Susan is an educator with over 20 years of experience (Canada, USA, Switzerland).At the UN School in New York Susan was inspired to develop integrated arts programs that encourage dialogue. At York University (Toronto), Susan worked as a course director with teacher candidates in the Faculty of Education.
Susan’s most recent workshops are designed to address the important work of teaching visual literacy. Students engage in creating photos with the use of DSLR cameras. Through dialogue Students consider the relevance of responsible publishing and the role students play in shaping online culture. Central to the learning experience is the notion of perspective taking both through the lens and in discussion. Through her teaching, Susan encourages students to take time to see through a lens and discover beauty in the ordinary.

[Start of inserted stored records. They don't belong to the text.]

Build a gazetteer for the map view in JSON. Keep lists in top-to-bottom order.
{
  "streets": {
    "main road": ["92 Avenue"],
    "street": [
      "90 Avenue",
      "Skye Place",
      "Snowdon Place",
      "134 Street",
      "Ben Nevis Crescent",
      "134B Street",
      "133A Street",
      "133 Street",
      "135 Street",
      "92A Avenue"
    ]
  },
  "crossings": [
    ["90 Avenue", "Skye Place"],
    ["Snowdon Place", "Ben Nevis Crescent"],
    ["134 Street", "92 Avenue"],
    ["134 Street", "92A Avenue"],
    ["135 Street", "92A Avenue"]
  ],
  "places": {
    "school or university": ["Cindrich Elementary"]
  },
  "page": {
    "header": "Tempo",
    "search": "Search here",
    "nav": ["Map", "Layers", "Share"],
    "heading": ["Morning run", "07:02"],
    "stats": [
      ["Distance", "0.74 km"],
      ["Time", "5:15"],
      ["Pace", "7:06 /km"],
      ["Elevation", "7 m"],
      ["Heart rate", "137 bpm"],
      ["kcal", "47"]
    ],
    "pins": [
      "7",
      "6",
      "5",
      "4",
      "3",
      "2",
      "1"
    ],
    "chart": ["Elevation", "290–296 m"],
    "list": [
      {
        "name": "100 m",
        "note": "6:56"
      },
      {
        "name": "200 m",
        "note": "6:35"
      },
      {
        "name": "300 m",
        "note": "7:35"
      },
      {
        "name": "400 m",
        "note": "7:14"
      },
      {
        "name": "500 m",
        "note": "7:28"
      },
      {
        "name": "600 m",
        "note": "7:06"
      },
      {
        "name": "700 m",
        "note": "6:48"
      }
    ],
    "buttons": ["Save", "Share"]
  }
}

Alysha Seriani is an interdisciplinary artist working at the intersections of film production, media art and community projects. Her work proposes horizontal modes of collaboration and seeks to witness feminist practices, intergenerational learning and queer joy. Some recent projects include speculative evidence for a children’s autonomous zone for UNIT/PITT’s La Commune 2021 and Marble presents “IT’S MY HOUSE” for grunt gallery’s MPCAS in collaboration with Hazel Meyer. As Media Artist in Residence at Walter Moberly Elementary School with the AIRS Program, she is leading a year-long inquiry with children using school-issued iPads as a tool for bewilderment and animation. She gratefully lives and co-creates on the unceded ancestral lands of the hən̓q̓əmin̓əm̓ and Sḵwx̱wú7mesh sníchim-speaking peoples (xʷməθkʷəy̓əm, Sḵwx̱wú7mesh, and səl̓ilw̓ətaʔɬ nations), also known as East Vancouver.